═════ Input

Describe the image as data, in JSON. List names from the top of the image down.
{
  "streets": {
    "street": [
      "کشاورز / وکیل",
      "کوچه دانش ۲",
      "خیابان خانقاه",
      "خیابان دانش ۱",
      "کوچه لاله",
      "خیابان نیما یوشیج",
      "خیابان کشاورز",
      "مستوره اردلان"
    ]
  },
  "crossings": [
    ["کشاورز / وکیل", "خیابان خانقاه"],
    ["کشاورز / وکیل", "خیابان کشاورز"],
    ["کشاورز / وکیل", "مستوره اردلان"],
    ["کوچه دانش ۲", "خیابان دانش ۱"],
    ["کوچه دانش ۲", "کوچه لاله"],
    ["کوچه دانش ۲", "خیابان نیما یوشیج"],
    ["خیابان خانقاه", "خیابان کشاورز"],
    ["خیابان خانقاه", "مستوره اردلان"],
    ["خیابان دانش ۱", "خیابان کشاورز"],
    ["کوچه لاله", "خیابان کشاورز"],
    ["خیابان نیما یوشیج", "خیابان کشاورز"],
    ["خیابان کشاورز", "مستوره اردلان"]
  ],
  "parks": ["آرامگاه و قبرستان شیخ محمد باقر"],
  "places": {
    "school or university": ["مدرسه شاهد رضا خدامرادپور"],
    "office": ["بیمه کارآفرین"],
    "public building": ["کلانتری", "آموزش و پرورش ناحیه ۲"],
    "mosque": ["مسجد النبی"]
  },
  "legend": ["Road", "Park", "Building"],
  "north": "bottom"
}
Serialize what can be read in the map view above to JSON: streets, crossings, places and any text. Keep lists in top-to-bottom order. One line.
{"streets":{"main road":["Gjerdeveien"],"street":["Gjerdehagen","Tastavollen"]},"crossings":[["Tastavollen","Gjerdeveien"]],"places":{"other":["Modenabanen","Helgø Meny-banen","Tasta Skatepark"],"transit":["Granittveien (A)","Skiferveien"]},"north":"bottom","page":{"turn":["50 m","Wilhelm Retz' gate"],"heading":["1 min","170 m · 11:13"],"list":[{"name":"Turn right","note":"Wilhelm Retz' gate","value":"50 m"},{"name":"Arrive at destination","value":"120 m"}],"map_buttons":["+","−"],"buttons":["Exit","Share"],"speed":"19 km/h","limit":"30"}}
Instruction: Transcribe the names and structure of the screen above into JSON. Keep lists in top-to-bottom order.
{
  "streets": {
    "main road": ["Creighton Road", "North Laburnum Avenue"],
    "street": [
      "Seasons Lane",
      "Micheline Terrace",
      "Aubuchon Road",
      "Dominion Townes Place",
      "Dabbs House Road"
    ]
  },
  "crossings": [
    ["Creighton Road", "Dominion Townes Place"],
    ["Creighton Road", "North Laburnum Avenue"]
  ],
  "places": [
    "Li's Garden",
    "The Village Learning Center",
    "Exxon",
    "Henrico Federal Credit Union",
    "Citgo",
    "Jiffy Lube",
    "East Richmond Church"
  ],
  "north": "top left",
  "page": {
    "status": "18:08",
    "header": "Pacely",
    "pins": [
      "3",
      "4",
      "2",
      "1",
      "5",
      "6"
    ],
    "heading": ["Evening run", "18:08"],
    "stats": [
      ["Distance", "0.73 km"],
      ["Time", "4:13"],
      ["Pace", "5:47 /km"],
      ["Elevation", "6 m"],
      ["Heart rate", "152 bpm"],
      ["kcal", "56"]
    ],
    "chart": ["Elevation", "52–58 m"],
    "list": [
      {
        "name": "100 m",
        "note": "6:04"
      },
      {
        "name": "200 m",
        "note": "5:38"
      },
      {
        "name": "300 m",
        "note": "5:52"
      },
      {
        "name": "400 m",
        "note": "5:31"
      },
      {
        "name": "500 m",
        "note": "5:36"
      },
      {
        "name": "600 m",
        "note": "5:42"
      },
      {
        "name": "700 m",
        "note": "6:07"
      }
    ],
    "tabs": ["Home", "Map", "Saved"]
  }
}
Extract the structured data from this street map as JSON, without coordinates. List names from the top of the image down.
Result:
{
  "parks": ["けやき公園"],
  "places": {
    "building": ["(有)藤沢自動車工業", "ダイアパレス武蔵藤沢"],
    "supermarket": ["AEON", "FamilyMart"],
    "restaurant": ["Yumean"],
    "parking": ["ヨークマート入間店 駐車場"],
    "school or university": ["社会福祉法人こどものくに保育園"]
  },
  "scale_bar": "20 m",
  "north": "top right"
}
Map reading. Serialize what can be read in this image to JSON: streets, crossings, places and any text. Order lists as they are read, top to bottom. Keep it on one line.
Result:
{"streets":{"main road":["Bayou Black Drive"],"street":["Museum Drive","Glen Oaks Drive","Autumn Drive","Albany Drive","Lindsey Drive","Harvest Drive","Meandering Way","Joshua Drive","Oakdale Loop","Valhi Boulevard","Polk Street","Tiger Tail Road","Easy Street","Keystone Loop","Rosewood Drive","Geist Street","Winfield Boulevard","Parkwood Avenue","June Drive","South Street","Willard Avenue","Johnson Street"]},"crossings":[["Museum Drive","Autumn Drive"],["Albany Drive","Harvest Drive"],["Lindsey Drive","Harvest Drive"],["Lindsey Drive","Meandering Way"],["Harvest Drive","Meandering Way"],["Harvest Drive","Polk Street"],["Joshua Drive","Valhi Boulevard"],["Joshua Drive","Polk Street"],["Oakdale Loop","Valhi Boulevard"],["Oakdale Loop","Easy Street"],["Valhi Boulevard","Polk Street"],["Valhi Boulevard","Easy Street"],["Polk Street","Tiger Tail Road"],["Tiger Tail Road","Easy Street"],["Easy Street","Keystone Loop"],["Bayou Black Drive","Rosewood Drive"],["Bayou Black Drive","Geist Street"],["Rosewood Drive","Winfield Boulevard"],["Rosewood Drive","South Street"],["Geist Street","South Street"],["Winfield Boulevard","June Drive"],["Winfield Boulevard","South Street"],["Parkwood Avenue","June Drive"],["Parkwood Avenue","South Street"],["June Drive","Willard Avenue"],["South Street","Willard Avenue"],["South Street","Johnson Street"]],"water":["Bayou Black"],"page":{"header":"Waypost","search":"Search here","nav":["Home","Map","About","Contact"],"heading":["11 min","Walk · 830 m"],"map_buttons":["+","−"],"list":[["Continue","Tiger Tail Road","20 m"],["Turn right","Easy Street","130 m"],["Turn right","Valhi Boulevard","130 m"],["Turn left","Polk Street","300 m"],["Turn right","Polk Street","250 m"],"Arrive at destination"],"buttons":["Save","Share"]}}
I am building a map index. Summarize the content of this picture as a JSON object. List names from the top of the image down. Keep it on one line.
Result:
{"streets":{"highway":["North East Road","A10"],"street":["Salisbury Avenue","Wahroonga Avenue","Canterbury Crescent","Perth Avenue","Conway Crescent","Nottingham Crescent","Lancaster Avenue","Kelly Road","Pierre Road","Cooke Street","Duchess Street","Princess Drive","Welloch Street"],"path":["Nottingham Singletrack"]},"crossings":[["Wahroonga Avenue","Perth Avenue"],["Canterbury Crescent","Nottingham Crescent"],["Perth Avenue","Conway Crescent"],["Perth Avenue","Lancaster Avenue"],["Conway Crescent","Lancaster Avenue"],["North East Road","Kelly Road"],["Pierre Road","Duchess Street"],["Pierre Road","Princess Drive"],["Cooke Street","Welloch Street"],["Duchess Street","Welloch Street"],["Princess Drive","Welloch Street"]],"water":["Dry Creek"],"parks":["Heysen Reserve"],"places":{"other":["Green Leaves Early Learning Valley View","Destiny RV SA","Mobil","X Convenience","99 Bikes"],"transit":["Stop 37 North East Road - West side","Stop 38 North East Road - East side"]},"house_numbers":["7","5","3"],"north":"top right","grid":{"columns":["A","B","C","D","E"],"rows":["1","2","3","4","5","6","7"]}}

══════════

Every line above with the word "نیما" belongs in the answer, copied as written.

      "خیابان نیما یوشیج",
    ["کوچه دانش ۲", "خیابان نیما یوشیج"],
    ["خیابان نیما یوشیج", "خیابان کشاورز"],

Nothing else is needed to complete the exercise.